An interpreter in Haskell

I haven’t touched Haskell for a couple of years. To get back into it, I made an interpreter for a small imperative language. Haskell is great for making interpreters!

First I define the syntactic structure. My language has integers (its only native datatype), pure operators on integers, a set of global variables, some control flow constructs, and two I/O primitives. Below the syntax is encoded as the type E (for “expression”).

data E =
  -- literals
    EInt Int
  -- pure operators
  | EBinOp Op E E
  | ENot E
  -- global variables
  | EGet String
  | ESet String E
  -- control flow
  | EIf E E E
  | ESeq E E
  | EWhile E E
  | EDoWhile E E
  | ESkip
  -- I/O
  | EWriteByte E
  | EReadByte

data Op = Add | Sub | Eq | Lt | Lte | And  -- and many more

Here’s an example of a program written in this language, called writeXsForever.

writeXsForever :: E
writeXsForever = EWhile (EInt 1) (EWriteByte (EInt 120))

You might be able to eyeball this expression and guess its intended behavior. My intended behavior for this program is that it writes the byte x to stdout repeatedly forever! But to give this program meaning, I must define the interpreter. In Haskell, the interpreter could be a function with the type:

eval :: E -> IO ()

My interpreter is more complex for two reasons. First, since the interpreter is evaluating an expression, it needs to return the value that expression evaluated to; in my language this is always an Int.
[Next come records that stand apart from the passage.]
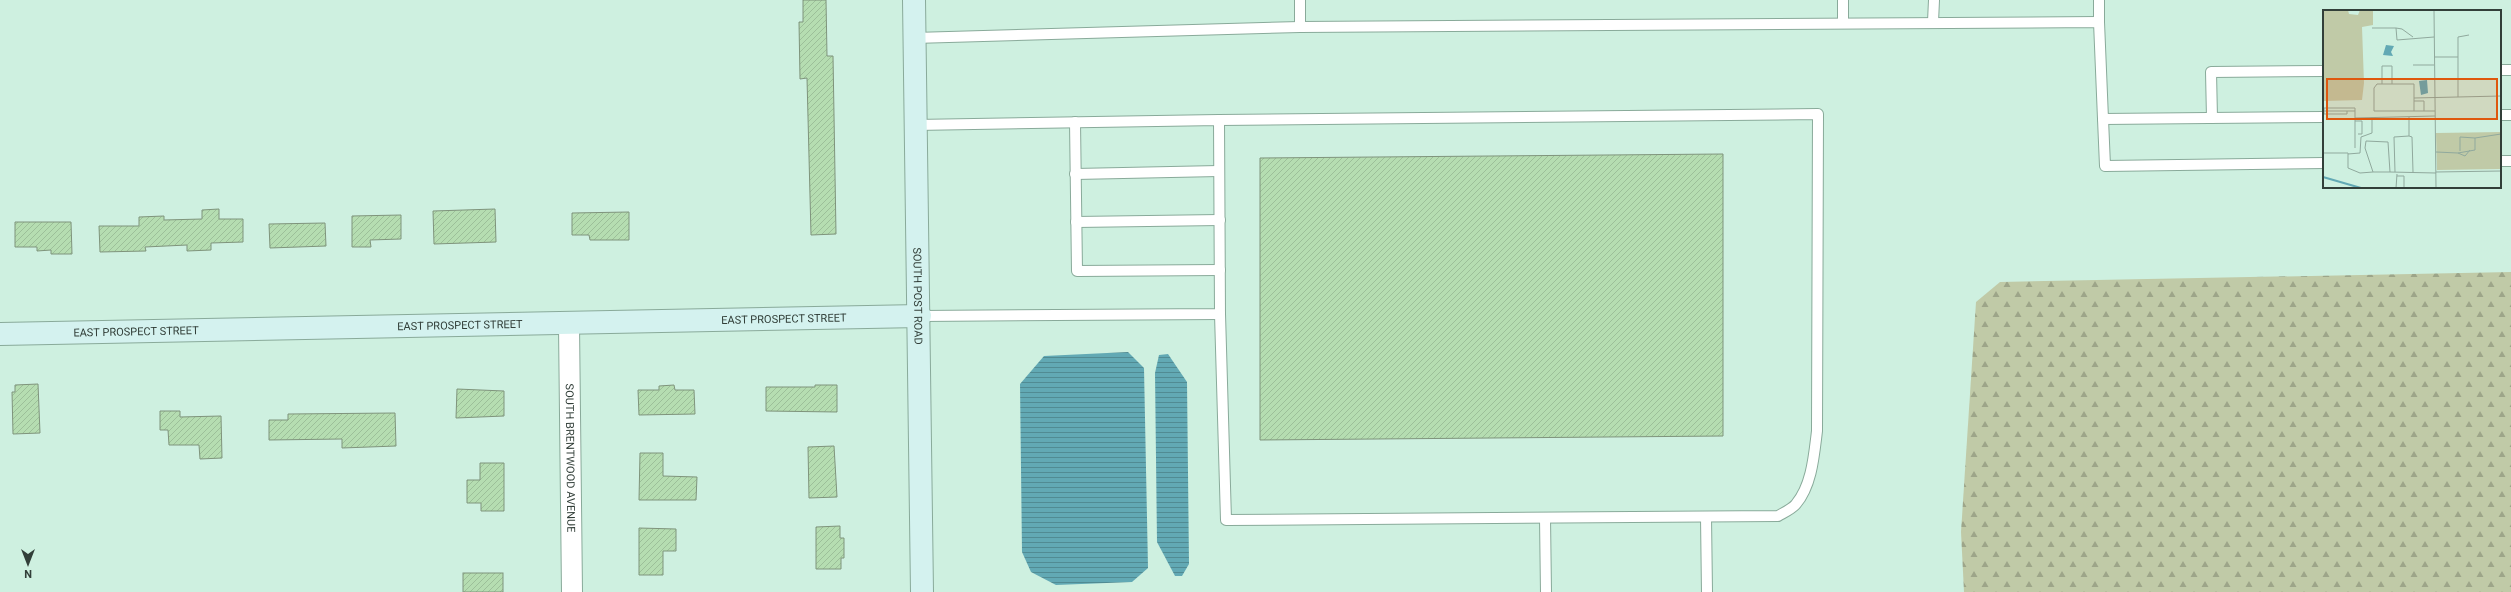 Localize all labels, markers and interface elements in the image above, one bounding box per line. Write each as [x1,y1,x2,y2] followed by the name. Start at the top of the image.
[2323,10,2501,188] inset map
[911,247,925,345] street label: SOUTH POST ROAD
[721,311,847,326] street label: EAST PROSPECT STREET
[397,317,523,333] street label: EAST PROSPECT STREET
[73,324,199,339] street label: EAST PROSPECT STREET
[563,384,578,532] street label: SOUTH BRENTWOOD AVENUE
[8,544,48,584] north arrow
[24,567,32,580] text: N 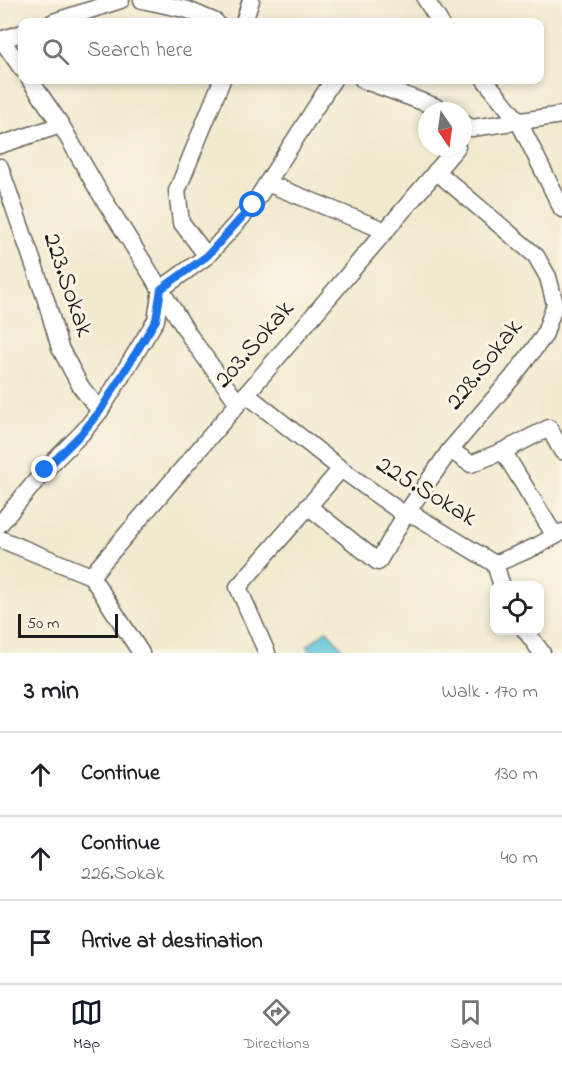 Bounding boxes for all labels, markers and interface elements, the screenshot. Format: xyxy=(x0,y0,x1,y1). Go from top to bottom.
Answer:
search box xyxy=(18,18,544,84)
icon: search xyxy=(39,35,72,68)
text: Search here xyxy=(87,35,192,67)
north arrow xyxy=(418,102,472,156)
route start xyxy=(239,191,265,217)
street label: 223.Sokak xyxy=(31,228,103,343)
street label: 203.Sokak xyxy=(206,292,305,398)
street label: 228.Sokak xyxy=(437,311,533,419)
street label: 225.Sokak xyxy=(368,447,484,538)
route end xyxy=(31,456,57,482)
map controls xyxy=(490,581,544,635)
button: locate xyxy=(490,581,544,635)
scale bar xyxy=(18,611,118,638)
text: 50 m xyxy=(27,612,59,636)
text: 3 min xyxy=(24,673,79,711)
text: Walk · 170 m xyxy=(442,678,538,707)
icon: ahead xyxy=(24,758,57,791)
text: Continue xyxy=(81,758,160,790)
text: 130 m xyxy=(494,760,538,789)
text: Continue xyxy=(81,828,160,860)
icon: ahead xyxy=(24,842,57,875)
text: 40 m xyxy=(501,844,538,873)
text: 226.Sokak xyxy=(81,860,165,889)
icon: arrive xyxy=(24,926,57,959)
text: Arrive at destination xyxy=(81,926,263,958)
tab: Map xyxy=(70,996,103,1056)
tab: Directions xyxy=(243,996,310,1056)
tab: Saved xyxy=(450,996,492,1056) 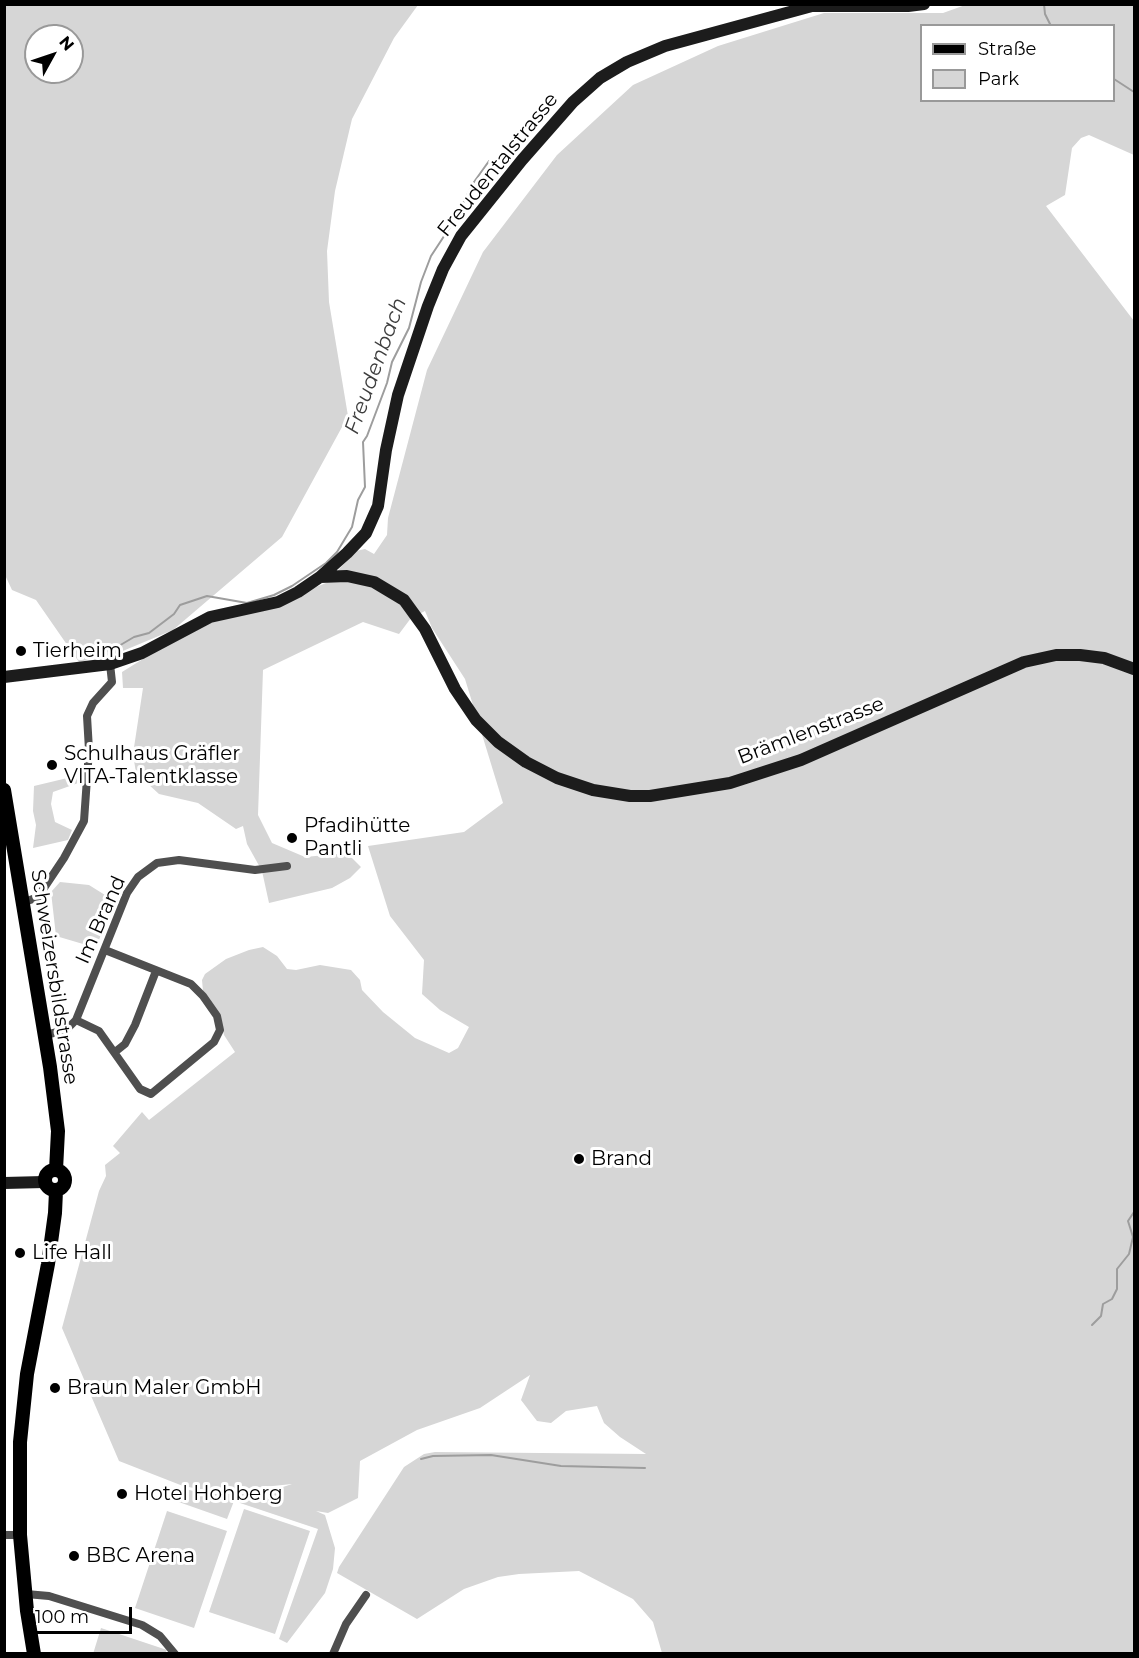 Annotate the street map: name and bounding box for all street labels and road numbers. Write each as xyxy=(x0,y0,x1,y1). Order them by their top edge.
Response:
street label: Freudentalstrasse xyxy=(433,88,563,242)
street label: Brämlenstrasse xyxy=(734,692,888,770)
street label: Schweizersbildstrasse xyxy=(25,868,83,1086)
street label: Im Brand xyxy=(71,872,131,968)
Second, my language has mutable global variables (Map String Int) which must be “threaded” through each evaluation.

eval :: Map.Map String Int -> E -> IO (Int, Map.Map String Int)

The Haskell main function begins the interpreter by calling eval on the root expression of the program:

main :: IO ()
main = do
  eval Map.empty writeXsForever
  return ()

$ ./jimscript
xxxxxxxxxxxxxxxx^C
$

Now I define eval case-by-case on each syntactic form in E. I start with perhaps the simplest, EInt, a literal which evaluates to itself and does not modify any variables:

eval vars (EInt i) = return (i, vars)

Next, I interpret BinOp, the syntax form for all binary operators on integers. Notice how we evaluate the left-hand side expression before the right-hand side, and that this matters because of to the side-effects that expressions can have on global variables and on input/output. Notice the “threading” of vars through each evaluation gets quite verbose (I’ve chosen not to abstract this, because I plan to implement more sophisticated variable “scoping” in future). Also notice that evalOp is rather tedious, translating between Op values and Haskell functions which implement them. Much of the work in writing an interpreter is handed off to the host language!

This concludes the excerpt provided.